The falconer showed me how to loosen the jesses for the hunt. I had hardly completed the task when Dido took off after a bird. I remember it as a crane, but the prey does not matter. What mattered was the beauty of my merlin’s flight, her fierce attack and, the best part of all, her return to my glove when I tapped it as the falconer had shown me, dangling a gobbet of meat from my gloved fingers as a lure.

Both Janyn and Isabella nodded their approval. That, too, warmed my heart.

• • •

 

W
E SPENT
a quiet evening in the hall, everyone pleasantly tired, and withdrew early to bed. As it was warm, the glazed windows in the house stood open, and in the quiet hours I was awakened by voices in the garden below. I thought I recognized them as Isabella’s and Lady Jane’s. When I began to rise to attend them, Janyn held me back.

“Her women will see to her, Alice. She is often restless at night. Let her be.” His tone was stern though his voice was hoarse with sleep.

I lay back on the cushions, though I was now wide awake. “Do you think that she knew her lover had ordered her husband murdered? Do you think that is why she wakes in the night?”

“We do not speak of that, my love.”

I raised myself up on one arm and touched his shoulder. “But we are so bound to her. Is it not natural to want the truth about someone we serve?”
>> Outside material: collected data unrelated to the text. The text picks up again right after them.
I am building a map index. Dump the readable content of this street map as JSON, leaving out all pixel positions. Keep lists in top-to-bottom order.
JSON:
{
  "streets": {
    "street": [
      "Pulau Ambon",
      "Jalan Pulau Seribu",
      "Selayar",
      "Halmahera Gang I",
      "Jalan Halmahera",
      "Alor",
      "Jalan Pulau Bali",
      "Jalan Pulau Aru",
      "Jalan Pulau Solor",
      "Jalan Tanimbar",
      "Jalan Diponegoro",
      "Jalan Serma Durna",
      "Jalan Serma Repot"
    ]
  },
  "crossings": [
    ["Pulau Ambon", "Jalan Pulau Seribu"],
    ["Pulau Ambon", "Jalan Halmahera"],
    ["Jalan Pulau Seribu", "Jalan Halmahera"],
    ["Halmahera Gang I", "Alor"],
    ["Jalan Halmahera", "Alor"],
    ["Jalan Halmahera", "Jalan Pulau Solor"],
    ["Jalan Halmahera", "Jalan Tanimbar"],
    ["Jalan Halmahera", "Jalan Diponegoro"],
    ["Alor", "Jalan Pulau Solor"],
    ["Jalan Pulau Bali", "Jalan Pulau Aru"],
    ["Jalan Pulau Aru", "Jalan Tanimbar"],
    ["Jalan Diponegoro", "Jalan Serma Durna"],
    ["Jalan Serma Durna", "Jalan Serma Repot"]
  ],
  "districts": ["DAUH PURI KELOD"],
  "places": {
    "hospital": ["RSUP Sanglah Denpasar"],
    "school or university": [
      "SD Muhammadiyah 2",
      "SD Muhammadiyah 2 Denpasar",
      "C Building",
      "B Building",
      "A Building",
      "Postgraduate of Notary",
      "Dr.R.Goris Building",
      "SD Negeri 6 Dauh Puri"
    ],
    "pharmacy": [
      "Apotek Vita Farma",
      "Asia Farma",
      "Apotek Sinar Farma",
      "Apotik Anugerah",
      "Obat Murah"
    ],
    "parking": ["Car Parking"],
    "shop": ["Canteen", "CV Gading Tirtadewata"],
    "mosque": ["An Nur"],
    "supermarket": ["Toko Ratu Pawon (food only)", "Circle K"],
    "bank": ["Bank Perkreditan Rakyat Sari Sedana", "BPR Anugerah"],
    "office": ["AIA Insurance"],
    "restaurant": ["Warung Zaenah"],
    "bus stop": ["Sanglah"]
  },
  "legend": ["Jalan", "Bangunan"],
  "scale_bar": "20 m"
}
“She is generous with our family, Alice. Why should we question her?”

“Are you so worried about losing her custom?”

Janyn sat up, brushing his hair from his forehead and rubbing his eyes. “God’s blood, Alice, leave that to the past. She is the daughter, sister, widow, and mother of kings and we are common folk. Though we might wish to know the truth about what happened to our former king, and though we might rightly feel it is in the interest of our own safety to know more clearly the woman who so favors us, we must let it be. It is too dangerous to challenge the king’s family. There is far more at stake than the loss of some trade.” He tousled my hair. “I would have thought you would be happily dreaming of merlins and beautiful hunters.”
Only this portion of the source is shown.